--- SUPPLIED INFORMATION Enclosed Below ---
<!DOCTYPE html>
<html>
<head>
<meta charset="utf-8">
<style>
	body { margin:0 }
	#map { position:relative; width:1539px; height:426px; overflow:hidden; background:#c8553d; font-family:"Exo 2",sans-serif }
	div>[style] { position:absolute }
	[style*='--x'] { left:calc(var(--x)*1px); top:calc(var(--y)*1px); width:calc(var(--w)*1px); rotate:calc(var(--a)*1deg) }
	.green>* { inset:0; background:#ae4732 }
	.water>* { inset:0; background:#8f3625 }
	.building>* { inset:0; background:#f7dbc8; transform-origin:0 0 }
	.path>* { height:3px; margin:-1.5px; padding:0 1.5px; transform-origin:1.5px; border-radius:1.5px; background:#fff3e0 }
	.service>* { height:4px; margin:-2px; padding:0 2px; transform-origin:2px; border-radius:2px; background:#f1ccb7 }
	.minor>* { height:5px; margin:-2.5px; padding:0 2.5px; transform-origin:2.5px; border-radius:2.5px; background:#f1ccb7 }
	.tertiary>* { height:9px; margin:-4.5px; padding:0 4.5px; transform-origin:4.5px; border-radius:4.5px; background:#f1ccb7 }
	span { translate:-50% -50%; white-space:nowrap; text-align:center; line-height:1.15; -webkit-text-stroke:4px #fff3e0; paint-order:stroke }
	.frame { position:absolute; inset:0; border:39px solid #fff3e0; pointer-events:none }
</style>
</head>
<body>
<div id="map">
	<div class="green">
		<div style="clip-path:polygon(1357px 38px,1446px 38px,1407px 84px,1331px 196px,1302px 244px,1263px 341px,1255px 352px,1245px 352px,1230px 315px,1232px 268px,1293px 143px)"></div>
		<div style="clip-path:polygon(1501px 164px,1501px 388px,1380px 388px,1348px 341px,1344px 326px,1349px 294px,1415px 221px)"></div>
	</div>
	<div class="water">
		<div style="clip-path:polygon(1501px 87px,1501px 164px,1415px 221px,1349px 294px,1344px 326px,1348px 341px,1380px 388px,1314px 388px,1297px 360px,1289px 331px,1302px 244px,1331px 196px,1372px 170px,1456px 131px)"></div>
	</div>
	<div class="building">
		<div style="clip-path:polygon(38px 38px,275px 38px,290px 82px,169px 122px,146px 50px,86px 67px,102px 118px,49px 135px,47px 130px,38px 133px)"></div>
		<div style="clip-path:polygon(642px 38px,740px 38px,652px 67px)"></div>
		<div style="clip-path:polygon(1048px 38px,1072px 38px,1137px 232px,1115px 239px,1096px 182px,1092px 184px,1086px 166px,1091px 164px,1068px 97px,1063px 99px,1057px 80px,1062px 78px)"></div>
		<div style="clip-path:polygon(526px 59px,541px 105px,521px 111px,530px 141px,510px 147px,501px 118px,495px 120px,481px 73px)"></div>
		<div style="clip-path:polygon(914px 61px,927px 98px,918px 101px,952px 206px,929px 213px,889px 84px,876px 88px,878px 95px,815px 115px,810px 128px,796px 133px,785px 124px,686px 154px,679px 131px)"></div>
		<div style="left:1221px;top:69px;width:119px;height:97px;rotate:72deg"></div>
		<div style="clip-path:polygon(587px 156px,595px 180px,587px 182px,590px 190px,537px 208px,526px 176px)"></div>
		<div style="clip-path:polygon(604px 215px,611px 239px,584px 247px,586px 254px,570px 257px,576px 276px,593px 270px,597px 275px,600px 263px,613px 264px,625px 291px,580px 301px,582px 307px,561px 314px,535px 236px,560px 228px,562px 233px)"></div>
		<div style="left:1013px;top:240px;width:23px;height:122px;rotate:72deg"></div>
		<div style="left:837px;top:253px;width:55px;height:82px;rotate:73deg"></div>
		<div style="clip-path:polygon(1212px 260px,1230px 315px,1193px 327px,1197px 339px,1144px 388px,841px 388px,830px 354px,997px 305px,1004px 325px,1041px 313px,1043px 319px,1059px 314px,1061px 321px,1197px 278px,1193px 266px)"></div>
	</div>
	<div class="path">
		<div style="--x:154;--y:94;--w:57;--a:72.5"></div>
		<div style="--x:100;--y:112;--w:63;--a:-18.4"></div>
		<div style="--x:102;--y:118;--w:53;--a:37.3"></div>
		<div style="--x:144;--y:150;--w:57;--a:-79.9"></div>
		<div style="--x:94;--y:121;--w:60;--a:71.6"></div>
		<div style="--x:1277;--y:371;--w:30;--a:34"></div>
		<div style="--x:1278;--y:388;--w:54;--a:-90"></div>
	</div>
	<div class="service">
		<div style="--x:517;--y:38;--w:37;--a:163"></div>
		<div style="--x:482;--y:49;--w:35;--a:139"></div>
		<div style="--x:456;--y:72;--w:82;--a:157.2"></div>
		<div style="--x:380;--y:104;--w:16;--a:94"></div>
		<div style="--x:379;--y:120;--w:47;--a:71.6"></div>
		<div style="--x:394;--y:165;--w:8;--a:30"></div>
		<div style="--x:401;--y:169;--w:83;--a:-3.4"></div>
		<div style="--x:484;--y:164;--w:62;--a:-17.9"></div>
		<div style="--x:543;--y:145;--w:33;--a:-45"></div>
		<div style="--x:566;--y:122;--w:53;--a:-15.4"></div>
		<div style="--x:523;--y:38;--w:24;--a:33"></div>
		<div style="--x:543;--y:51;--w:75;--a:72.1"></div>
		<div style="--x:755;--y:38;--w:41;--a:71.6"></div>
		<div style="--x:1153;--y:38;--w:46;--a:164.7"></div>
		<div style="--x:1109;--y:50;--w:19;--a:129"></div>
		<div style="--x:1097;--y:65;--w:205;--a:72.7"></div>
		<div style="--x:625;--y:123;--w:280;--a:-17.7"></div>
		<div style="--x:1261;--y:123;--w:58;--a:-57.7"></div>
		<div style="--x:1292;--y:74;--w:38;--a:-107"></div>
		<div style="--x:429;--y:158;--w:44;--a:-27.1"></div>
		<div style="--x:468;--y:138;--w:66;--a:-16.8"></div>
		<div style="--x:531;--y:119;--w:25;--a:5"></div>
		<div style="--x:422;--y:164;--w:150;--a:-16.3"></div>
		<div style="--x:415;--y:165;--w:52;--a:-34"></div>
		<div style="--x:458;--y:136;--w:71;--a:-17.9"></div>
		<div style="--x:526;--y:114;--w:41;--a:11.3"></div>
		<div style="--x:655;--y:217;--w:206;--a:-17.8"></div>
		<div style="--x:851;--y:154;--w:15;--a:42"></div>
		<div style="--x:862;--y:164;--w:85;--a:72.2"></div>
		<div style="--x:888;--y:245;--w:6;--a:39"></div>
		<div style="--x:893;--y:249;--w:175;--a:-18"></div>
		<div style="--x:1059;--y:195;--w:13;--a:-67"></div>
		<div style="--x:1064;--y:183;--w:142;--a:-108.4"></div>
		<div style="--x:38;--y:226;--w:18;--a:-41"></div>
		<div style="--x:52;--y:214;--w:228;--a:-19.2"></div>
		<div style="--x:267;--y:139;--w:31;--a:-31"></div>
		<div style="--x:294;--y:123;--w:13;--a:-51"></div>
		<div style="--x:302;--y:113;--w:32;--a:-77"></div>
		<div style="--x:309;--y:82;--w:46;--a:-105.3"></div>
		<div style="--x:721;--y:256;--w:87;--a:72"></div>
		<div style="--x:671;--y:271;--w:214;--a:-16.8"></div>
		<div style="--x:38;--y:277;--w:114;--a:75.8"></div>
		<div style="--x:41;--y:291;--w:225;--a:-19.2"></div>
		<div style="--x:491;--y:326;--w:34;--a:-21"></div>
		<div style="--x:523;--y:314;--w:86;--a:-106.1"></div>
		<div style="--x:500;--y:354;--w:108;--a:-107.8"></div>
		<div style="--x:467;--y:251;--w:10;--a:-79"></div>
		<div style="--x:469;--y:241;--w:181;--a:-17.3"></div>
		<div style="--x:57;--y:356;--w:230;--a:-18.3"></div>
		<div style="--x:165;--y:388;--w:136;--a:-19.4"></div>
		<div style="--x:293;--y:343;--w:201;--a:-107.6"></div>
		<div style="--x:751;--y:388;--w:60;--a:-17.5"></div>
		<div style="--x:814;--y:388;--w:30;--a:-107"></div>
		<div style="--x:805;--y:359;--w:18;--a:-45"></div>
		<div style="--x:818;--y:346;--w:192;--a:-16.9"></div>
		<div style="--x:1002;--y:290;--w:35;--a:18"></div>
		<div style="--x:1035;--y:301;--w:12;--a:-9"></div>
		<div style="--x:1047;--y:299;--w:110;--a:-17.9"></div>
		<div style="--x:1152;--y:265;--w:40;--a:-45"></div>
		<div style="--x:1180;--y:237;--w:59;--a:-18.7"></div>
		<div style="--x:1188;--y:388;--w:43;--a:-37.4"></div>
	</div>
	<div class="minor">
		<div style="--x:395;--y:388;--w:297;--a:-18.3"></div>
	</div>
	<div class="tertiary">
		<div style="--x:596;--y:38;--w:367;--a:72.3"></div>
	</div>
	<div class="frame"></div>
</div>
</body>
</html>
--- End of Enclosed SUPPLIED INFORMATION ---
| WHAT TO WORK ON |
Could you set down, exactly as written, the lines above between the one holding "inset:0; background:#f7dbc8; transform-origin:0" and the one holding "height:3px; margin:-1.5px; padding:0", inclusive, and nothing more?

| WRITTEN ANSWER |
	.building>* { inset:0; background:#f7dbc8; transform-origin:0 0 }
	.path>* { height:3px; margin:-1.5px; padding:0 1.5px; transform-origin:1.5px; border-radius:1.5px; background:#fff3e0 }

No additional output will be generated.